Monday, December 10, 2007

Is killing God serious?

Frank Furedi thinks that the controversy over The Golden Compass is yet another example of the infantalism that has infected public discourse in matters that were 'private' until not so long ago. With regard to the state of public debate, I can only agree. However, I don't think that he is right about The Golden Compass.

He quotes Pullman as saying that the Dark Materials trilogy is ‘about killing God’, but doesn't find this credible.

An atheist takes the view that there is simply no divine being or beings. In Pullman’s books, there is more than a hint of a divine presence. God exists, but He has an undistinguished and undignified role to play in the text. This is a God that is not worthy of praise. It is almost as if the author is pulled towards a mirror-image depiction of divine authority. Pullman’s critique of theological authority offers a hollowed-out version of the Word. His is a vision of a religion without any redeemable features.
Furedi is correct in pointing out that God is explicitly present in these books. According to Pullman's 'theology', the being addressed as God is not the creator, but merely one among many angels - an alpha-angel, so to speak, who took on sceptre and crown, gave himself out to be the Creator, and generally played up in the absence of an incredibly negligent Supreme Being.

I think this is merely an indication of Pullman's failure in his real, and very serious purpose - to undermine monotheistic religion through the genre of fantasy. Remember that the great practitioners of this form, the authors Pullman rails against, created and moulded this genre for quite the opposite reasons. From George MacDonald, arguably the first, though to Tolkein and Lewis, the intention was to depict a world soaked in God. The characters live and grow, fight and win in battles that are spiritual and whose outcomes are more or less those of Christian in Bunyan's The Pilgrim's Progress from This World to That Which Is to Come.

This is implicit in the form of most fantasy novels in that the actions of one character will affect the whole created world. In Pullman's trilogy, for example, it is through Lyra that the Fall brought about by Eve will be reversed. Lyra will redeem the Flesh so long oppressed by the evil (male) forces of Adamic religions. But to suppose that this can happen is to presuppose a meaningful universe, ie a universe unified and made meaningful by the existence of a Creator, one moreover more than a little interested in his creation.

Pullman doesn't want this. He has Lyra's mentor (ex-nun, physicist) assert the non-existence of the being that makes Lyra's whole story meaningful. This is the thrust of so much of the authorial interference that makes the third book a litle tedious. And when Lyra announces the republic of Heaven in the last line of the book, there is no hint at all that God might even be given an honorary post of life senator.

Nonetheless, the whole structure of Pullman's universe is built on the existence of a being that gives that universe meaning. I haven't read a huge number of fantasy books, but I've never read one that wasn't structured in the same way. If you want to kill God, fantasy is not the genre or place to do it - He goes down, so does your fantasy.

So I think that Pullman is serious in wanting to 'kill God' and that it is something about which believers are justified in saying their bit. I also think that Pullman's artistic vision is far superior to his politico-religious vision and that the second is fatally undermined by his own work.

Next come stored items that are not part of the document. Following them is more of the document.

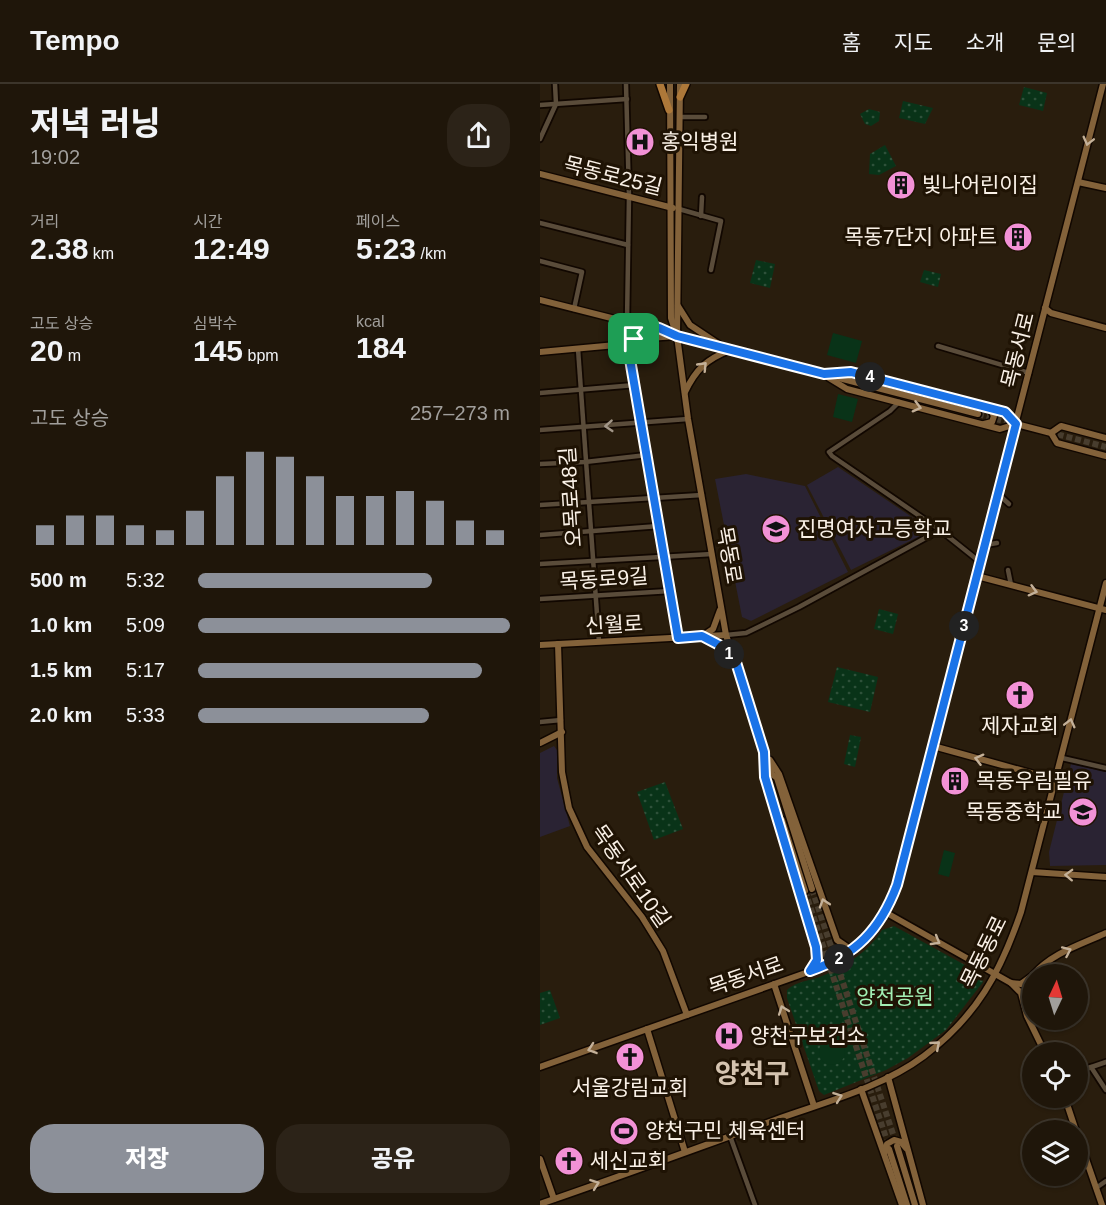 <!DOCTYPE html>
<html lang="ko">
<head>
<meta charset="utf-8">
<style>
	:root { --surface:#1f160a; --page:#2c2318; --text:#f1f3f6; --muted:#a19f9c; --line:#3c352b; --accent:#8c9099 }
	body { margin:0; font-family:Helvetica,"Noto Sans KR",sans-serif; background:var(--page); color:var(--text); height:100vh; display:flex; flex-direction:column; font-size:22px; white-space:nowrap }
	* { box-sizing:border-box; margin:0 }
	p { font-size:20px; color:var(--muted) }
	.icon { flex:none; width:33px; height:33px; fill:none; stroke:currentColor; stroke-width:2; stroke-linecap:round; stroke-linejoin:round }
	.map { position:relative; flex:1; overflow:hidden }
	.details { display:flex; flex-direction:column; background:var(--surface); width:540px }
	.details>* { flex:none }
	.needle { width:39px; rotate:4deg }
	.tools { position:absolute; left:482px; top:880px; display:grid; gap:12px }
	.tools a { display:grid; place-items:center; width:66px; height:66px; border-radius:50%; background:var(--surface); box-shadow:0 2px 4px #0004,0 0 0 2px var(--line); font-size:30px }
	.pin { position:absolute; display:grid; place-items:center; width:51px; height:51px; color:#fff; margin:-26px; border-radius:12px; box-shadow:0 3px 9px #0006 }
	.km { position:absolute; width:30px; height:30px; margin:-15px; border-radius:50%; background:#222; color:#fff; font-size:16px; line-height:30px; text-align:center }
	.round { display:grid; place-items:center; flex:none; width:63px; height:63px; border-radius:24px; background:var(--page) }
	.head { display:flex; align-items:center; justify-content:space-between; height:102px; padding:0 30px }
	h1 { font-size:33px; font-weight:800; line-height:45px }
	.stats { display:grid; grid-template-columns:repeat(3,1fr); gap:9px; height:102px; padding:6px 30px }
	.stats div { display:grid; align-content:center }
	.stats b { font-size:30px; font-weight:800 }
	.stats small { font-size:16px; font-weight:400 }
	.stats p { font-size:16px }
	.chart { height:168px; padding:12px 30px }
	.chart p { display:flex; justify-content:space-between }
	.chart svg { width:100%; height:108px; margin-top:6px; stroke:var(--accent); stroke-width:6 }
	.cta { display:flex; gap:12px; margin-top:auto; padding:12px 30px }
	.cta a { flex:1; height:69px; border-radius:24px; background:var(--accent); color:#fff; font-size:24px; font-weight:800; line-height:69px; text-align:center }
	.cta a+a { background:var(--page); color:var(--text) }
	ul { padding:0 30px; list-style:none; font-size:20px }
	li { display:grid; grid-template-columns:96px 72px 1fr; align-items:center; height:45px }
	li i { height:15px; border-radius:8px; background:var(--accent) }
	header { display:flex; align-items:center; gap:36px; box-sizing:border-box; height:84px; padding:0 30px; background:var(--surface); border-bottom:2px solid var(--line) }
	header strong { font-size:28px }
	nav { display:flex; gap:33px; margin-inline-start:auto; font-size:21px }
	main { display:flex; flex:1; min-height:0 }
	.map>svg:first-child { display:block }
	.education { fill:#2a2333 }
	.park { fill:url(#park-dots) }
	.pitch { fill:#093318 }
	.lines { fill:none; stroke-linecap:round; stroke-linejoin:round }
	.secondary-tunnel { stroke:#483d2e; stroke-width:6; stroke-dasharray:6 3; stroke-linecap:butt }
	.street-casing { stroke:#110700; stroke-width:8 }
	.secondary-casing { stroke:#110700; stroke-width:9 }
	.primary-casing { stroke:#110700; stroke-width:10 }
	.street { stroke:#5a4c3a; stroke-width:4.5 }
	.secondary { stroke:#83623a; stroke-width:6 }
	.primary { stroke:#ad7839; stroke-width:7 }
	.oneway { stroke:#c4b199 }
	.oneway2 { stroke:#a29688 }
	.route-casing { stroke:#fff; stroke-width:12 }
	.route { stroke:#1a73e8; stroke-width:8 }
	.labels { text-anchor:middle; stroke-width:6; stroke-linejoin:round; paint-order:stroke }
	.poi-label { font-size:21px; fill:#faf1e7; stroke:#1f1304; text-anchor:start }
	.street-label { font-size:21px; fill:#faf1e7; stroke:#1f1304 }
	.park-label { font-size:21px; fill:#a2efb4; stroke:#1f1304 }
	.district-label { font-size:27px; font-weight:bold; fill:#d5c4b0; stroke:#1f1304 }
</style>
</head>
<body>
<header>
<strong>Tempo</strong>
<nav><a>홈</a><a>지도</a><a>소개</a><a>문의</a></nav>
</header>
<main>
<section class="details">
<div class="head"><div><h1>저녁 러닝</h1><p>19:02</p></div><a class="round"><svg class="icon" aria-label="share" viewBox="0 0 24 24"><path d="M12 15V3M7 8l5-5 5 5M5 13v7h14v-7"/></svg></a></div>
<div class="stats">
<div><p>거리</p><b>2.38<small> km</small></b></div>
<div><p>시간</p><b>12:49</b></div>
<div><p>페이스</p><b>5:23<small> /km</small></b></div>
</div>
<div class="stats">
<div><p>고도 상승</p><b>20<small> m</small></b></div>
<div><p>심박수</p><b>145<small> bpm</small></b></div>
<div><p>kcal</p><b>184</b></div>
</div>
<div class="chart"><p><span>고도 상승</span>257–273 m</p>
<svg viewBox="0 0 160 44" preserveAspectRatio="none"><path d="M5 44V36M15 44V32M25 44V32M35 44V36M45 44V38M55 44V30M65 44V16M75 44V6M85 44V8M95 44V16M105 44V24M115 44V24M125 44V22M135 44V26M145 44V34M155 44V38"/></svg>
</div>
<ul>
<li><b>500 m</b>5:32<i style="width:75%"></i></li>
<li><b>1.0 km</b>5:09<i style="width:100%"></i></li>
<li><b>1.5 km</b>5:17<i style="width:91%"></i></li>
<li><b>2.0 km</b>5:33<i style="width:74%"></i></li>
</ul>
<div class="cta"><a>저장</a><a>공유</a></div>
</section>
<div class="map">
<svg width="566" height="1121" viewBox="0 0 566 1121">
	<defs>
		<pattern id="park-dots" width="8" height="8" patternUnits="userSpaceOnUse" patternTransform="scale(1.5)"><rect width="8" height="8" fill="#093318"/><path d="M2 2h.1M6 6h.1" fill="none" stroke="#2e513a" stroke-width="1.8" stroke-linecap="round"/></pattern>
	</defs>
	<rect width="100%" height="100%" fill="#291d0d"/>
	<g class="education">
		<path d="M298,383L385,442L386,449L311,486L267,401Z"/>
		<path d="M206,390L265,402L308,488L211,537L202,533L175,395Z"/>
		<path d="M14,662L17,666V694L30,742L0,753V669Z"/>
		<path d="M531,680L566,688V781L510,782L509,768Z"/>
	</g>
	<g class="park">
		<path d="M484,3L507,9L503,27L479,21Z"/>
		<path d="M363,17L393,24L385,40L359,34Z"/>
		<path d="M329,25L340,28L339,37L331,42L325,40L320,30Z"/>
		<path d="M345,61L356,82L339,91L329,90L330,70Z"/>
		<path d="M216,176L235,180L230,204L210,199Z"/>
		<path d="M384,186L401,190L398,203L380,198Z"/>
		<path d="M339,525L358,530L353,550L334,545Z"/>
		<path d="M297,583L338,593L330,628L288,618Z"/>
		<path d="M310,651L321,653L315,683L304,680Z"/>
		<path d="M125,698L143,745L114,756L97,708Z"/>
		<path d="M354,842L434,886L441,892L443,898L406,946L368,974L346,986L284,1011L279,1007L247,914V906C256,897 270,897 282,892C305,883 329,867 342,846Z"/>
		<path d="M10,906L20,934L0,941V909Z"/>
	</g>
	<g class="pitch">
		<path d="M293,249L322,257L316,279L287,271Z"/>
		<path d="M298,310L318,315L312,338L293,333Z"/>
		<path d="M404,766L415,769L409,793L398,790Z"/>
		<circle cx="292" cy="968" r="13"/>
	</g>
	<g class="lines">
		<g class="secondary-tunnel">
			<path d="M438,330L478,341"/>
			<path d="M509,348L566,363"/>
			<path d="M272,805L356,1059"/>
			<path d="M265,807L349,1063"/>
		</g>
		<g class="street-casing">
			<g id="street">
				<path d="M86,0L89,112L87,238"/>
				<path d="M0,21L87,15"/>
				<path d="M140,33H165"/>
				<path d="M0,55L16,20L15,0"/>
				<path d="M139,125L181,137L171,186"/>
				<path d="M161,132L162,113"/>
				<path d="M0,139L88,161"/>
				<path d="M0,177L42,188L34,225"/>
				<path d="M87,258L138,554"/>
				<path d="M398,262L489,289"/>
				<path d="M38,265L59,558"/>
				<path d="M0,309L95,301"/>
				<path d="M359,318L350,327L289,368L292,372L400,446L440,478"/>
				<path d="M0,346L148,335"/>
				<path d="M0,380L45,378L107,371"/>
				<path d="M458,410L469,420"/>
				<path d="M0,421L162,411"/>
				<path d="M0,451L119,442"/>
				<path d="M445,461L457,459"/>
				<path d="M0,480L172,470"/>
				<path d="M468,486L471,501"/>
				<path d="M0,515L130,507"/>
				<path d="M186,551L206,549L259,523L400,446"/>
				<path d="M0,638L21,636"/>
				<path d="M522,674L566,684"/>
				<path d="M551,983L566,1006"/>
				<path d="M537,988L566,978"/>
				<path d="M190,1052L215,1121"/>
				<path d="M556,1104L566,1097"/>
			</g>
		</g>
		<g class="secondary-casing">
			<g id="secondary">
				<path d="M130,0L131,234L134,243"/>
				<path d="M140,0L137,252L148,335L186,551L232,690L237,694L272,805"/>
				<path d="M0,90L133,124"/>
				<path d="M538,98L566,104"/>
				<path d="M0,216L87,238C102,234 121,245 135,251"/>
				<path d="M138,222L150,241L180,261"/>
				<path d="M505,224L511,229L566,244"/>
				<path d="M87,238L100,245V248L94,255"/>
				<path d="M0,268L76,261L94,255L137,252L438,330"/>
				<path d="M289,290L311,288L465,328L476,340"/>
				<path d="M289,294L307,305L460,345L476,340L511,349L517,359L566,372"/>
				<path d="M145,308C156,285 167,275 190,266"/>
				<path d="M444,340L452,338L454,332L450,324"/>
				<path d="M511,349L521,342L566,354"/>
				<path d="M437,492L566,526"/>
				<path d="M164,551L173,545L180,526"/>
				<path d="M166,554L181,562L194,574"/>
				<path d="M18,560L22,688L29,724L47,763L102,833L123,867L147,931"/>
				<path d="M0,561L186,551"/>
				<path d="M0,659L22,648"/>
				<path d="M393,662L516,696"/>
				<path d="M225,675V693L276,863L277,876L271,887"/>
				<path d="M230,676L239,690L297,856L313,867"/>
				<path d="M242,736L265,807"/>
				<path d="M492,788L566,793"/>
				<path d="M345,828L471,899L481,900L492,892"/>
				<path d="M493,891C512,869 540,861 566,849"/>
				<path d="M471,899L481,909L487,932L505,969"/>
				<path d="M234,900L274,1022"/>
				<path d="M484,918L488,896"/>
				<path d="M107,945L145,1068"/>
				<path d="M0,983L291,880C335,853 349,829 362,779L563,0"/>
				<path d="M348,993L383,1121"/>
				<path d="M321,1005L362,1121"/>
				<path d="M525,1014L536,1047"/>
				<path d="M537,1049L562,1121"/>
				<path d="M357,1062L375,1121"/>
				<path d="M349,1065L367,1121"/>
				<path d="M345,1068L347,1060L354,1056L361,1058L366,1064"/>
				<path d="M0,1075L14,1115"/>
				<path d="M0,1120C79,1093 157,1064 235,1036C285,1018 341,1004 384,972C437,932 460,889 481,828L566,499"/>
			</g>
		</g>
		<g class="primary-casing">
			<g id="primary">
				<path d="M120,0L129,26"/>
				<path d="M140,13L146,0"/>
			</g>
		</g>
		<use href="#street" class="street"/>
		<use href="#secondary" class="secondary"/>
		<use href="#primary" class="primary"/>
	</g>
	<defs><path id="oneway-chevron" d="M-2-3.5L2.5 0L-2 3.5" fill="none" stroke-width="1.6" stroke-linecap="round" stroke-linejoin="round" transform="scale(1.5)"/></defs>
	<g class="oneway">
		<use href="#oneway-chevron" transform="translate(548 57) rotate(104)"/>
		<use href="#oneway-chevron" transform="translate(163 282) rotate(-46)"/>
		<use href="#oneway-chevron" transform="translate(377 323) rotate(15)"/>
		<use href="#oneway-chevron" transform="translate(493 507) rotate(15)"/>
		<use href="#oneway-chevron" transform="translate(530 639) rotate(-76)"/>
		<use href="#oneway-chevron" transform="translate(439 675) rotate(-165)"/>
		<use href="#oneway-chevron" transform="translate(529 791) rotate(-178)"/>
		<use href="#oneway-chevron" transform="translate(284 819) rotate(-108)"/>
		<use href="#oneway-chevron" transform="translate(396 857) rotate(30)"/>
		<use href="#oneway-chevron" transform="translate(527 867) rotate(-24)"/>
		<use href="#oneway-chevron" transform="translate(243 926) rotate(-110)"/>
		<use href="#oneway-chevron" transform="translate(396 961) rotate(-41)"/>
		<use href="#oneway-chevron" transform="translate(52 965) rotate(161)"/>
		<use href="#oneway-chevron" transform="translate(298 1013) rotate(-20)"/>
		<use href="#oneway-chevron" transform="translate(55 1100) rotate(-20)"/>
	</g>
	<use class="oneway2" href="#oneway-chevron" transform="translate(69 342) rotate(176)"/>
	<g class="lines">
		<g class="route-casing">
			<path id="route" d="M93,236L119,244L137,252L284,290L311,288L465,328L476,340L357,801C340,846 316,871 270,887L277,876L276,863L225,693L224,668L195,575L181,562L162,552L138,554L87,258L94,255L100,248L98,243L90,241L87,238Z"/>
		</g>
		<use href="#route" class="route"/>
	</g>
	<defs>
		<g id="hospital-disc" transform="scale(1.5)"><circle r="9.5" fill="#f291d6" stroke="#1f1304"/><path d="M-5-5h3v3.5h4V-5h3V5h-3V1.5h-4V5h-3Z" fill="#111"/></g>
		<g id="building-disc" transform="scale(1.5)"><circle r="9.5" fill="#f291d6" stroke="#1f1304"/><path d="M-4-6H4V6H1V3H-1V6H-4ZM-2.5-4.3h1.7v1.8h-1.7ZM.8-4.3h1.7v1.8H.8ZM-2.5-1h1.7V.8h-1.7ZM.8-1h1.7V.8H.8Z" fill="#111"/></g>
		<g id="school-disc" transform="scale(1.5)"><circle r="9.5" fill="#f291d6" stroke="#1f1304"/><path d="M0-5L7-2L0 1L-7-2ZM-4 1L0 2.5L4 1V4Q0 6-4 4Z" fill="#111"/></g>
		<g id="church-disc" transform="scale(1.5)"><circle r="9.5" fill="#f291d6" stroke="#1f1304"/><path d="M-1.2-6h2.4v3.5h3.3v2.4h-3.3V6h-2.4V-.1h-3.3v-2.4h3.3Z" fill="#111"/></g>
		<g id="stadium-disc" transform="scale(1.5)"><circle r="9.5" fill="#f291d6" stroke="#1f1304"/><path d="M0-5a6.5 5 0 1 0 0 10a6.5 5 0 1 0 0-10ZM-3.5-1.8h7v3.6h-7Z" fill="#111"/></g>
	</defs>
	<g fill-rule="evenodd">
		<use href="#hospital-disc" x="100" y="58"/>
		<use href="#building-disc" x="361" y="101"/>
		<use href="#building-disc" x="478" y="153"/>
		<use href="#school-disc" x="236" y="445"/>
		<use href="#church-disc" x="480" y="611"/>
		<use href="#building-disc" x="415" y="697"/>
		<use href="#school-disc" x="543" y="728"/>
		<use href="#hospital-disc" x="189" y="952"/>
		<use href="#church-disc" x="90" y="973"/>
		<use href="#stadium-disc" x="84" y="1047"/>
		<use href="#church-disc" x="29" y="1077"/>
	</g>
	<g class="labels">
		<g class="poi-label">
			<text x="121" y="65">홍익병원</text>
			<text x="382" y="108">빛나어린이집</text>
			<text x="457" y="160" text-anchor="end">목동7단지 아파트</text>
			<text x="257" y="452">진명여자고등학교</text>
			<text x="480" y="649" text-anchor="middle">제자교회</text>
			<text x="436" y="704">목동우림필유</text>
			<text x="522" y="735" text-anchor="end">목동중학교</text>
			<text x="210" y="959">양천구보건소</text>
			<text x="90" y="1011" text-anchor="middle">서울강림교회</text>
			<text x="105" y="1054">양천구민 체육센터</text>
			<text x="50" y="1084">세신교회</text>
		</g>
		<g class="street-label">
			<text transform="translate(73 92) rotate(14)" y="7">목동로25길</text>
			<text transform="translate(478 266) rotate(-76)" y="7">목동서로</text>
			<text transform="translate(31 413) rotate(-94)" y="7">오목로48길</text>
			<text transform="translate(189 471) rotate(80)" y="7">목동로</text>
			<text transform="translate(64 495) rotate(-4)" y="7">목동로9길</text>
			<text transform="translate(74 541) rotate(-3)" y="7">신월로</text>
			<text transform="translate(91 792) rotate(55)" y="7">목동서로10길</text>
			<text transform="translate(444 868) rotate(-64)" y="7">목동동로</text>
			<text transform="translate(206 892) rotate(-19)" y="7">목동서로</text>
		</g>
		<g class="park-label">
			<text x="355" y="920">양천공원</text>
		</g>
		<g class="district-label">
			<text x="212" y="999">양천구</text>
		</g>
	</g>
</svg>
<div class="tools">
<a><svg class="needle" viewBox="-14 -14 28 28"><path d="M0-13l5 13h-10z" fill="#e53935"/><path d="M0 13l5-13h-10z" fill="#a19f9c"/></svg></a>
<a><svg class="icon" aria-label="locate" viewBox="0 0 24 24"><circle cx="12" cy="12" r="6"/><path d="M12 2v4M12 18v4M2 12h4M18 12h4"/></svg></a>
<a><svg class="icon" aria-label="layers" viewBox="0 0 24 24"><path d="M12 4l9 5-9 5-9-5zM3 14l9 5 9-5"/></svg></a>
</div>
<div class="pin" style="left:94px;top:255px;background:#1e9e55"><svg class="icon" aria-label="arrive" viewBox="0 0 24 24"><path d="M6 21V4h12l-3 4 3 4H6"/></svg></div>
<b class="km" style="left:189px;top:570px">1</b>
<b class="km" style="left:299px;top:875px">2</b>
<b class="km" style="left:424px;top:542px">3</b>
<b class="km" style="left:330px;top:293px">4</b>
</div>
</main>
</body>
</html>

[Saw the film yesterday with No. 2 Son. Will write soon.]

2 comments:

Vanny said...

I think those who are trying to kill God should be careful not to generate as much literature about that as those who have tried to bring Him to life, lest they start to seem as desperate as each other. Surely that would damage their image ;-) I recommend cultivating a cool, disinterested image

Hazar Nesimi said...

I watch the movie yesterday! It was not as bad as I thought, quite the opposite, lovely done, but attempts to have the fantasy to kill all fantasy backfired, sometimes that girl sounded like a Kremlin ideologue. So if C.S Lewis and Tolkien had their Christianity stories in their tales, Pullman has the Mr Free Will calling the shots.